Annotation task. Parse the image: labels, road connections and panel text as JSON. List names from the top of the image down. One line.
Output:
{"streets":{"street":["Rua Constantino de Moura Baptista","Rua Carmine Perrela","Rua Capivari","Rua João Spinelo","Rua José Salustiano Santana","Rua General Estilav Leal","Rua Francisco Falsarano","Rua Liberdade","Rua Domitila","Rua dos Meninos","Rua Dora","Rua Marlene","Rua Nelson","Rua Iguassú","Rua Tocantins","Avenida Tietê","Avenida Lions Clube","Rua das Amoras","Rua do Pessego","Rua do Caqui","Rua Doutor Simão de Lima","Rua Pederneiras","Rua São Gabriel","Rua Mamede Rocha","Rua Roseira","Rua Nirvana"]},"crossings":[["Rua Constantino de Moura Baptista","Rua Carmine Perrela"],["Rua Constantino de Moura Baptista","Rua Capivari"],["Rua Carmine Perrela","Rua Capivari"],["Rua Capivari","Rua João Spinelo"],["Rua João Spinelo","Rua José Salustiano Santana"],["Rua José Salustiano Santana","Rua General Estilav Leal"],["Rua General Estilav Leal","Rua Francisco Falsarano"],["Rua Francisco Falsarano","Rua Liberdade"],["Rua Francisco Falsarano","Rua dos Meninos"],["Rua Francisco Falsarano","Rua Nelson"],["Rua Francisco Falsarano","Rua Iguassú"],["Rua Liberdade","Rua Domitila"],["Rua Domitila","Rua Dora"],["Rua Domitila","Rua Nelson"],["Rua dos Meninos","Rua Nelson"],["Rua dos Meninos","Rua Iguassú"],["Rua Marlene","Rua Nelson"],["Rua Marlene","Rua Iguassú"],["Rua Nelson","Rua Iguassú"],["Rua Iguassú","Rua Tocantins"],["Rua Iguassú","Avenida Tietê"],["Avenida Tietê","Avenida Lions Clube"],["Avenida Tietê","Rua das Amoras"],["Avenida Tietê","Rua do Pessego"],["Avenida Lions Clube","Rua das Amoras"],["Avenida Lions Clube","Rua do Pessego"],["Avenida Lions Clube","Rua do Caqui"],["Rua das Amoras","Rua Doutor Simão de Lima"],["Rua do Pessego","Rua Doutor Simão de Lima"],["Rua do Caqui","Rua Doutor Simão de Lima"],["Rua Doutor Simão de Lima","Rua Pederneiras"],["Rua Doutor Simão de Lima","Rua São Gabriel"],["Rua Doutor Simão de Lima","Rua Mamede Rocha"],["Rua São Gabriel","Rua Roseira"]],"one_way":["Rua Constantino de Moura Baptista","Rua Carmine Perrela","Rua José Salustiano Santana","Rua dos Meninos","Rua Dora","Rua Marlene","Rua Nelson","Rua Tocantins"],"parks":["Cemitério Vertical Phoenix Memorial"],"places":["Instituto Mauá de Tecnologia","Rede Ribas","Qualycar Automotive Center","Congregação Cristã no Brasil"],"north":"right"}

:::

PROBLEM TO WORK ON - Whatever lines appear above, reproduce every one of them exactly.

ANSWER SPACE -
Annotation task. Parse the image: labels, road connections and panel text as JSON. List names from the top of the image down. One line.
Output:
{"streets":{"street":["Rua Constantino de Moura Baptista","Rua Carmine Perrela","Rua Capivari","Rua João Spinelo","Rua José Salustiano Santana","Rua General Estilav Leal","Rua Francisco Falsarano","Rua Liberdade","Rua Domitila","Rua dos Meninos","Rua Dora","Rua Marlene","Rua Nelson","Rua Iguassú","Rua Tocantins","Avenida Tietê","Avenida Lions Clube","Rua das Amoras","Rua do Pessego","Rua do Caqui","Rua Doutor Simão de Lima","Rua Pederneiras","Rua São Gabriel","Rua Mamede Rocha","Rua Roseira","Rua Nirvana"]},"crossings":[["Rua Constantino de Moura Baptista","Rua Carmine Perrela"],["Rua Constantino de Moura Baptista","Rua Capivari"],["Rua Carmine Perrela","Rua Capivari"],["Rua Capivari","Rua João Spinelo"],["Rua João Spinelo","Rua José Salustiano Santana"],["Rua José Salustiano Santana","Rua General Estilav Leal"],["Rua General Estilav Leal","Rua Francisco Falsarano"],["Rua Francisco Falsarano","Rua Liberdade"],["Rua Francisco Falsarano","Rua dos Meninos"],["Rua Francisco Falsarano","Rua Nelson"],["Rua Francisco Falsarano","Rua Iguassú"],["Rua Liberdade","Rua Domitila"],["Rua Domitila","Rua Dora"],["Rua Domitila","Rua Nelson"],["Rua dos Meninos","Rua Nelson"],["Rua dos Meninos","Rua Iguassú"],["Rua Marlene","Rua Nelson"],["Rua Marlene","Rua Iguassú"],["Rua Nelson","Rua Iguassú"],["Rua Iguassú","Rua Tocantins"],["Rua Iguassú","Avenida Tietê"],["Avenida Tietê","Avenida Lions Clube"],["Avenida Tietê","Rua das Amoras"],["Avenida Tietê","Rua do Pessego"],["Avenida Lions Clube","Rua das Amoras"],["Avenida Lions Clube","Rua do Pessego"],["Avenida Lions Clube","Rua do Caqui"],["Rua das Amoras","Rua Doutor Simão de Lima"],["Rua do Pessego","Rua Doutor Simão de Lima"],["Rua do Caqui","Rua Doutor Simão de Lima"],["Rua Doutor Simão de Lima","Rua Pederneiras"],["Rua Doutor Simão de Lima","Rua São Gabriel"],["Rua Doutor Simão de Lima","Rua Mamede Rocha"],["Rua São Gabriel","Rua Roseira"]],"one_way":["Rua Constantino de Moura Baptista","Rua Carmine Perrela","Rua José Salustiano Santana","Rua dos Meninos","Rua Dora","Rua Marlene","Rua Nelson","Rua Tocantins"],"parks":["Cemitério Vertical Phoenix Memorial"],"places":["Instituto Mauá de Tecnologia","Rede Ribas","Qualycar Automotive Center","Congregação Cristã no Brasil"],"north":"right"}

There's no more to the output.